TASK PROMPT:
Only lines containing the string "canvas" belong in the answer; copy all of them from the entries.

[Saved entries]
Start of Block
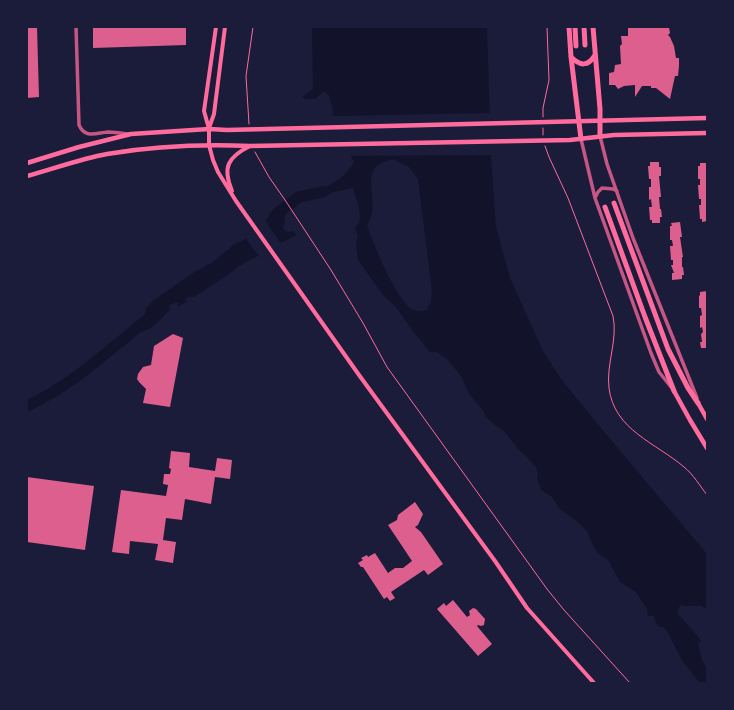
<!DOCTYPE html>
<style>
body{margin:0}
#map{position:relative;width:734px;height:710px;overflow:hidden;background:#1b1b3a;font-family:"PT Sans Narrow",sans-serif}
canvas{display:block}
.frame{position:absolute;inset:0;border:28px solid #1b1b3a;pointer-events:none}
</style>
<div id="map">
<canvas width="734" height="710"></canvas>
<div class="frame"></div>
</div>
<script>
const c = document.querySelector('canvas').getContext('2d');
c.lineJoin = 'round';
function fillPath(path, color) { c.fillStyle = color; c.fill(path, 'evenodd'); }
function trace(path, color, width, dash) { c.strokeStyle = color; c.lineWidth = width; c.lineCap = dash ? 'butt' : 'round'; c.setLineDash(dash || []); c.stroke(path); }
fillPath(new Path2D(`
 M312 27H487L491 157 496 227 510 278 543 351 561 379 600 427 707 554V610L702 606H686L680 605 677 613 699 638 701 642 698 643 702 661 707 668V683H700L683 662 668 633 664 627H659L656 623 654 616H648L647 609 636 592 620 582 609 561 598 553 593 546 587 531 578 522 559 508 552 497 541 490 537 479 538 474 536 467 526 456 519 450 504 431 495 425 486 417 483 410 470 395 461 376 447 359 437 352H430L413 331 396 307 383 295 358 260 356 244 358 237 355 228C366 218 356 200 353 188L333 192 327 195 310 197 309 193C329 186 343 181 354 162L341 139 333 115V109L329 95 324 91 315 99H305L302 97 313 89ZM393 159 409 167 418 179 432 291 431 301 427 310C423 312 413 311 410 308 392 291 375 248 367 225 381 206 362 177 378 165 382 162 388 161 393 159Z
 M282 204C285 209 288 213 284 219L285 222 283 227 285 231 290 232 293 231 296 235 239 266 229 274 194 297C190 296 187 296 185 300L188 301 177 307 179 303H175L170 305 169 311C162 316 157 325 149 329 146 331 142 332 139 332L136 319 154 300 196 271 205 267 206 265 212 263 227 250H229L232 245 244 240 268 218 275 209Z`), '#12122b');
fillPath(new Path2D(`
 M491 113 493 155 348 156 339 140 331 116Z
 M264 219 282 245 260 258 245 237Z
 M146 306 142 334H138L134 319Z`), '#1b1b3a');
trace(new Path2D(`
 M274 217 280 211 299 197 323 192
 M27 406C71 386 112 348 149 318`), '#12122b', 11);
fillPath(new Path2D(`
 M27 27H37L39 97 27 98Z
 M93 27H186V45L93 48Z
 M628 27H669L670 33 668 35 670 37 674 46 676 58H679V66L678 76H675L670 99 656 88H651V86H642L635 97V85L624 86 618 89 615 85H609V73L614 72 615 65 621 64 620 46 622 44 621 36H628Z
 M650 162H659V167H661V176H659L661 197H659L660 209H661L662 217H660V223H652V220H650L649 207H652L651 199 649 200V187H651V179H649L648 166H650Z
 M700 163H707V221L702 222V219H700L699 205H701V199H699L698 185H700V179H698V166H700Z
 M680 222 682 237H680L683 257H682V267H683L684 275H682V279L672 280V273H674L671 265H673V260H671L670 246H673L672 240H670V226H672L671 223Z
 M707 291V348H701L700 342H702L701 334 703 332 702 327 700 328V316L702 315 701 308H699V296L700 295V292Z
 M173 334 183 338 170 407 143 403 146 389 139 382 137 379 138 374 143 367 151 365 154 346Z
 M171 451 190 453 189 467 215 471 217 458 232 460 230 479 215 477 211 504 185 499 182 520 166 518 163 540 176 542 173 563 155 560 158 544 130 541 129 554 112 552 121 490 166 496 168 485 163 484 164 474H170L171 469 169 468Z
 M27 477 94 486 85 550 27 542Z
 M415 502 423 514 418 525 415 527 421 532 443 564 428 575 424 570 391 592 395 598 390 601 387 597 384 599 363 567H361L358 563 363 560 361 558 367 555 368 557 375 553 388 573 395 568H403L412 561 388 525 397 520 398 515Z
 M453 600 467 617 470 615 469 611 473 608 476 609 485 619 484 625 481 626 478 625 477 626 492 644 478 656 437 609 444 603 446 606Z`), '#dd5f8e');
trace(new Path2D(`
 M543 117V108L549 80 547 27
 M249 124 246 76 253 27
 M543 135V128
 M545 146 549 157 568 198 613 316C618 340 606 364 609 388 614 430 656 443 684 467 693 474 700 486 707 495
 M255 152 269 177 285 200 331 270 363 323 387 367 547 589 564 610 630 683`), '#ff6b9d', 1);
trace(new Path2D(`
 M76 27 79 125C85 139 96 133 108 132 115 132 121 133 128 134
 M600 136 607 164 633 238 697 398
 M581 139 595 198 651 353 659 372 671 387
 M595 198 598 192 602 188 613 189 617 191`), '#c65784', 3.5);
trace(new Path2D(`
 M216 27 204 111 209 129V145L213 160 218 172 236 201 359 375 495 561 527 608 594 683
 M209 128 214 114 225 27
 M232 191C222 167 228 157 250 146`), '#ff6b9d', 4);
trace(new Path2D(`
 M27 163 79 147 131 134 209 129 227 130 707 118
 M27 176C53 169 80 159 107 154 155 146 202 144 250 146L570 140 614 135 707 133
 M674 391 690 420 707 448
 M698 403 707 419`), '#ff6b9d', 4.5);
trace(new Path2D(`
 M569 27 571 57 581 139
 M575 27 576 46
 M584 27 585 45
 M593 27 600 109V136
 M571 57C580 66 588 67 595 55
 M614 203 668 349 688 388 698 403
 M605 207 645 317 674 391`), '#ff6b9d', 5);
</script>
End of Block
THE COMPLETED TASK:
canvas{display:block}
<canvas width="734" height="710"></canvas>
const c = document.querySelector('canvas').getContext('2d');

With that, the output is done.